Ollama now supports running OpenAI's Codex locally with open-source models including DeepSeek V4, Gemma 4, and Qwen 3.6. The move eliminates API costs and rate limits, targeting developers frustrated by pricing and latency.
Key facts
- Ollama supports DeepSeek V4, Gemma 4, Qwen 3.6 for Codex.
- No API costs or rate limits for local execution.
- Hardware likely requires 16GB+ VRAM GPU.
- Exact model performance vs. OpenAI Codex unmeasured.
- Market pressure on OpenAI/Microsoft for differentiation.
Ollama now supports running OpenAI's Codex locally with open-source models including DeepSeek V4, Gemma 4, and Qwen 3.6. No API costs, no rate limits, and 100% local execution are the headline promises, according to a post by @intheworldofai on X. The exact performance delta between these open models and OpenAI's proprietary Codex remains unmeasured, but the availability signals a shift toward self-hosted code generation.
The move targets developers frustrated by API pricing and latency. Codex, which powers GitHub Copilot and other tools, has historically required cloud access. Ollama's integration bypasses that entirely, though users must manage their own hardware—likely requiring GPUs with at least 16GB VRAM for models like DeepSeek V4.
This is not the first local Codex-like tool; alternatives like Code Llama and StarCoder have existed. But Ollama's ecosystem—already popular for running LLaMA, Mistral, and other models—makes it the most accessible distribution channel. The unique take: this commoditizes code generation APIs, pressuring OpenAI and Microsoft to differentiate on fine-tuning or enterprise features rather than raw access.
Key limitations: the source does not disclose specific benchmarks, model sizes, or installation steps.
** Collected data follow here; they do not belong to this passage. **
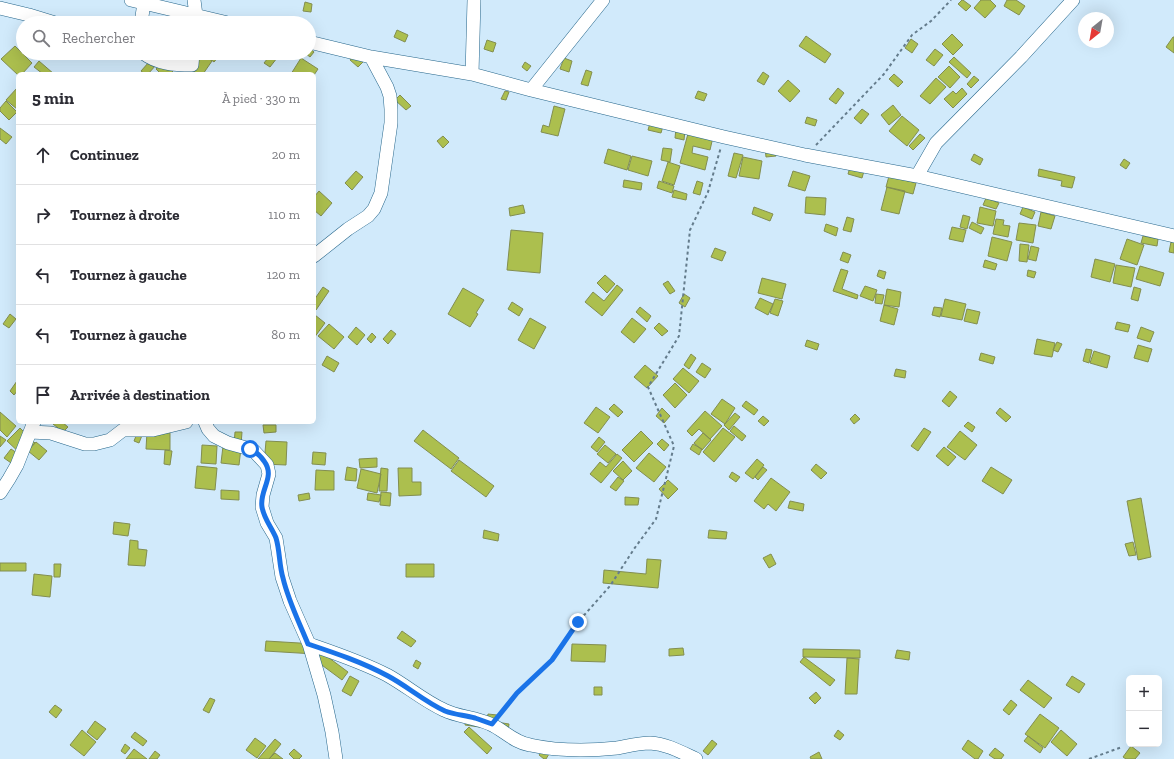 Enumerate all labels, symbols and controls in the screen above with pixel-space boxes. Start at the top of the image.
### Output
north arrow [1078,12,1114,48]
search box [16,16,316,60]
icon: search [30,27,52,49]
text: Rechercher [62,29,136,47]
text: 5 min [32,88,74,108]
text: À pied · 330 m [222,91,300,106]
icon: ahead [32,144,54,166]
text: Continuez [70,146,139,164]
text: 20 m [272,147,300,162]
icon: right [32,204,54,226]
text: Tournez à droite [70,206,180,224]
text: 110 m [268,207,300,222]
icon: left [32,264,54,286]
text: Tournez à gauche [70,266,187,284]
text: 120 m [267,267,300,282]
icon: left [32,324,54,346]
text: Tournez à gauche [70,326,187,344]
text: 80 m [271,327,300,342]
icon: arrive [32,384,54,406]
text: Arrivée à destination [70,386,210,404]
route start [241,440,259,458]
route end [569,613,587,631]
map controls [1126,675,1162,747]
button: + [1126,675,1162,711]
button: − [1126,711,1162,747] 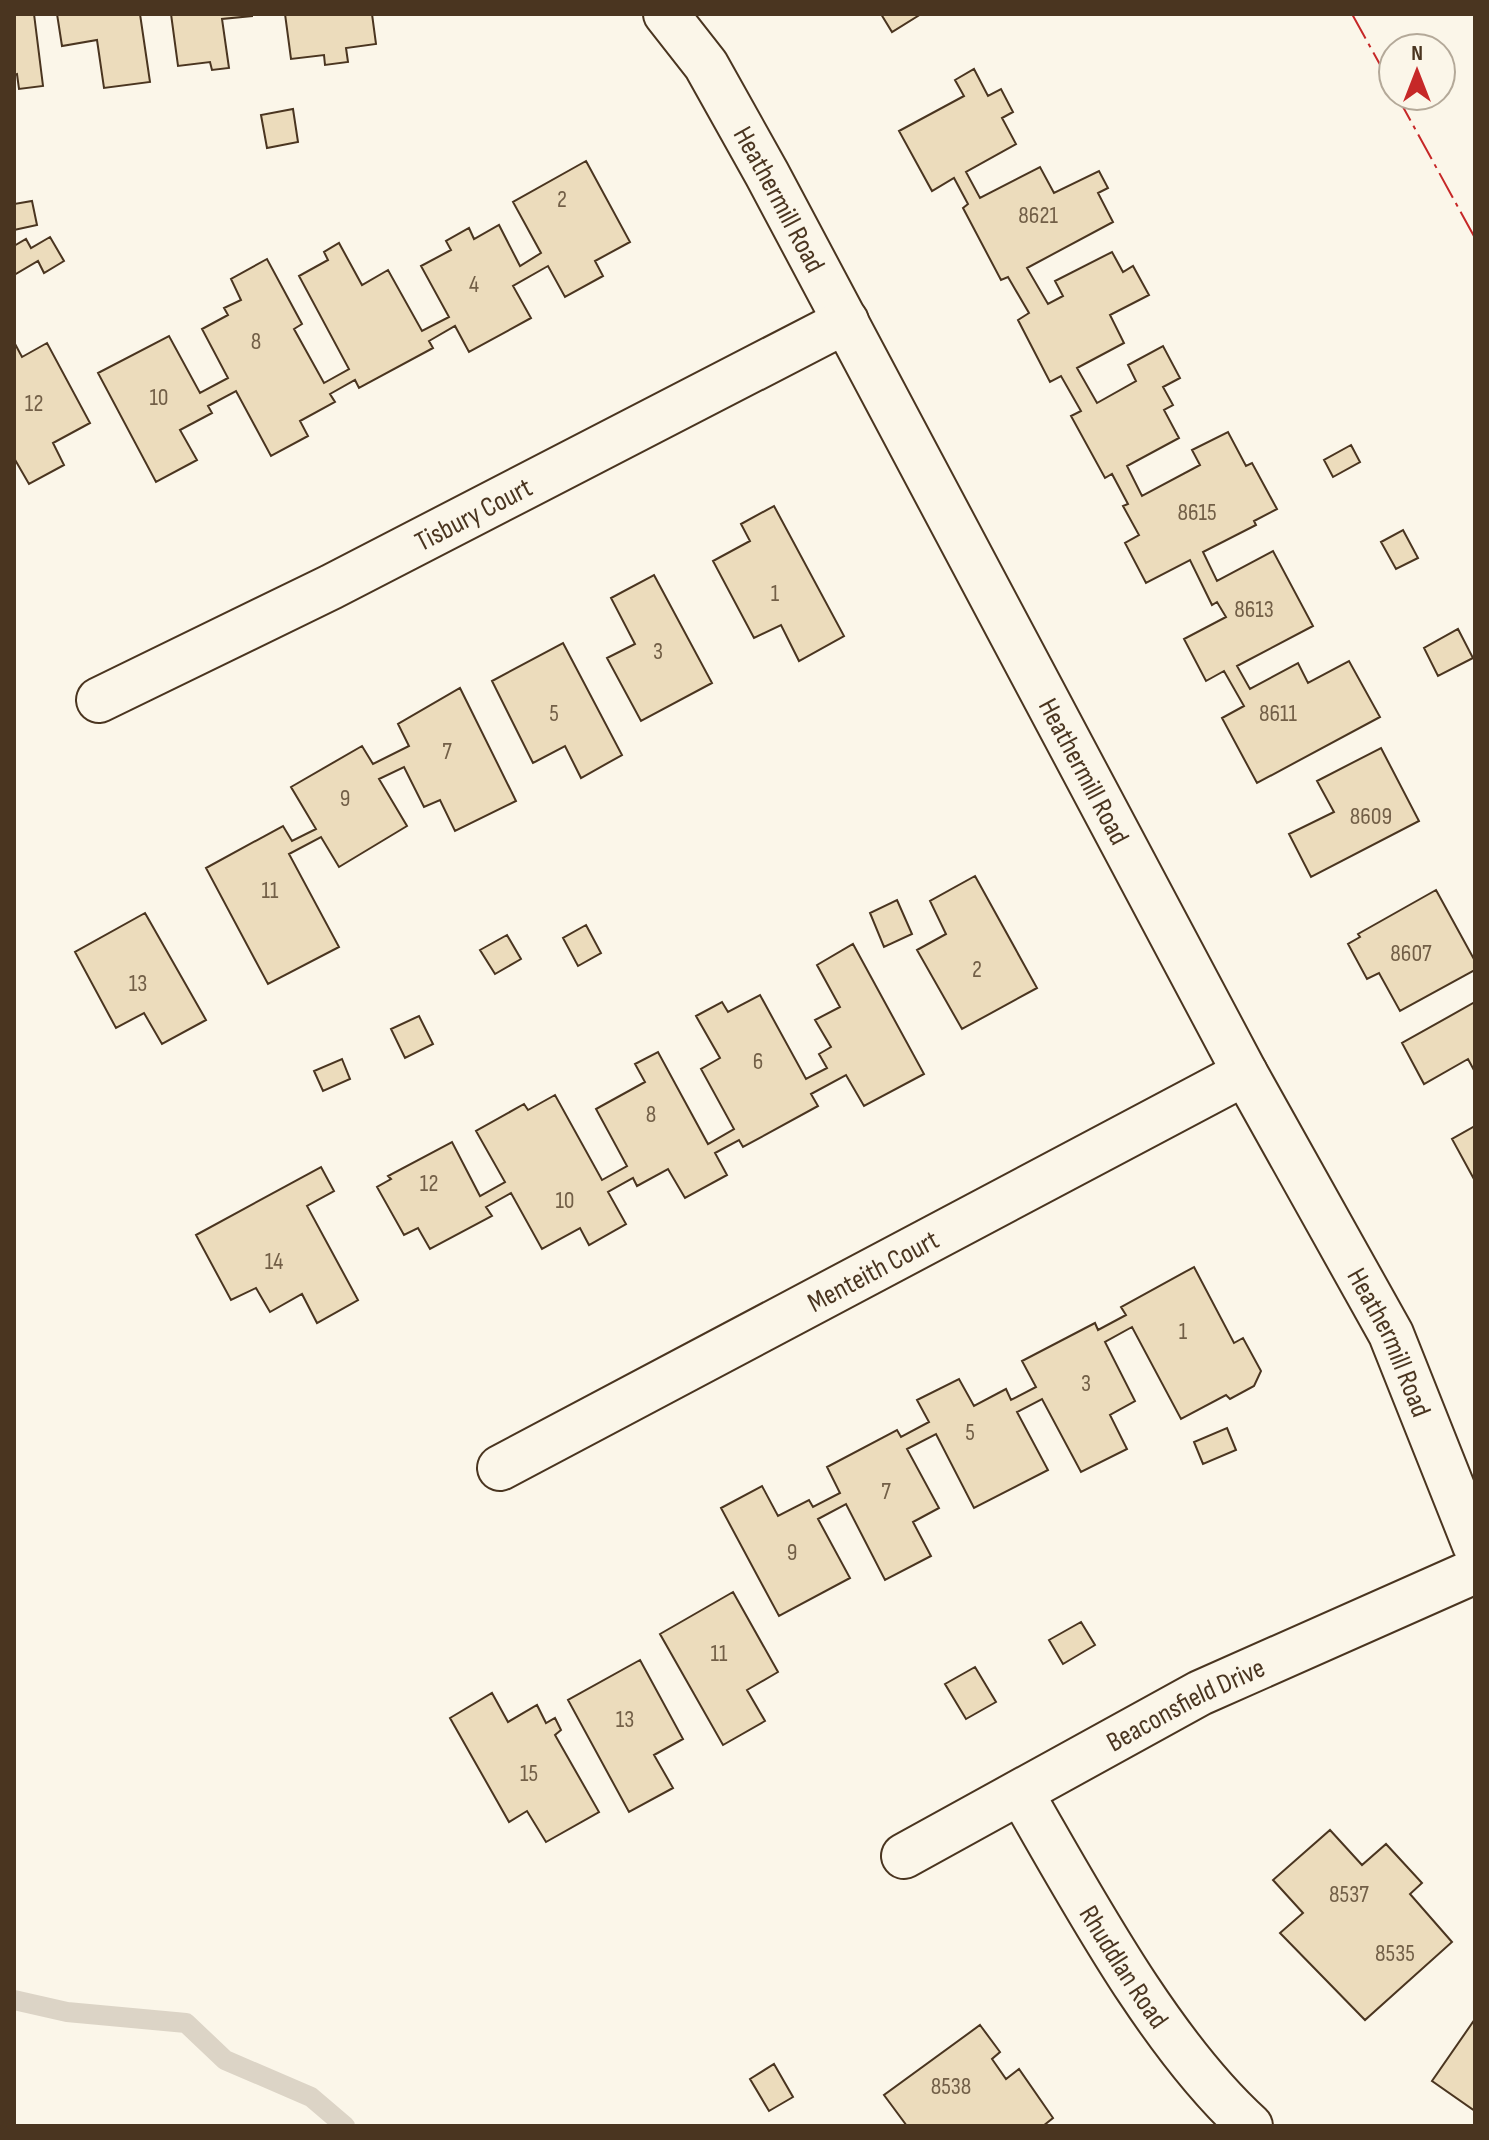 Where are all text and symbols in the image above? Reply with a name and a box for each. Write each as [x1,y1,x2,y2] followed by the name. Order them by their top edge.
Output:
[1377,32,1457,112] north arrow
[1411,40,1423,67] text: N
[726,121,831,278] street label: Heathermill Road
[557,185,567,214] house number: 2
[1018,201,1058,230] house number: 8621
[469,270,479,299] house number: 4
[251,327,261,356] house number: 8
[149,383,169,412] house number: 10
[25,389,43,418] house number: 12
[410,471,538,559] street label: Tisbury Court
[1177,498,1217,527] house number: 8615
[771,579,780,608] house number: 1
[1234,595,1274,624] house number: 8613
[653,637,663,666] house number: 3
[1031,693,1135,851] street label: Heathermill Road
[549,699,559,728] house number: 5
[1259,699,1298,728] house number: 8611
[442,737,452,766] house number: 7
[340,784,350,813] house number: 9
[1350,802,1392,831] house number: 8609
[262,876,279,905] house number: 11
[1390,939,1432,968] house number: 8607
[972,955,982,984] house number: 2
[129,969,147,998] house number: 13
[753,1047,763,1076] house number: 6
[646,1100,656,1129] house number: 8
[420,1169,438,1198] house number: 12
[555,1186,575,1215] house number: 10
[802,1223,945,1320] street label: Menteith Court
[265,1247,283,1276] house number: 14
[1339,1263,1437,1422] street label: Heathermill Road
[1179,1317,1188,1346] house number: 1
[1081,1369,1091,1398] house number: 3
[965,1418,975,1447] house number: 5
[881,1477,891,1506] house number: 7
[787,1538,797,1567] house number: 9
[711,1639,728,1668] house number: 11
[1101,1651,1270,1759] street label: Beaconsfield Drive
[616,1705,634,1734] house number: 13
[520,1759,538,1788] house number: 15
[1329,1880,1369,1909] house number: 8537
[1072,1900,1175,2035] street label: Rhuddlan Road
[1375,1939,1415,1968] house number: 8535
[931,2072,971,2101] house number: 8538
Users must verify compatibility with their hardware and model versions. The tweet links to an external guide, but no independent testing has been published yet.
What this means for the market
Local code generation reduces latency to near-zero for inference and eliminates per-token costs. For individual developers and small teams, this could be transformative. For enterprises, data privacy concerns around sending code to external APIs vanish. However, model quality may not match OpenAI's latest Codex, which has been fine-tuned on GitHub data.
The competitive landscape
OpenAI's Codex faces growing competition from open-weight models. DeepSeek V4, Gemma 4, and Qwen 3.6 each target code generation, with varying strengths in different programming languages. Ollama's integration creates a unified interface, lowering the barrier to switching. [According to @intheworldofai], the setup is straightforward, but no detailed documentation has been released.
What to watch
Watch for independent benchmarks on SWE-Bench or HumanEval comparing these local models to OpenAI's hosted Codex, and whether Ollama releases official performance numbers. Also monitor GitHub Copilot pricing adjustments if local adoption accelerates.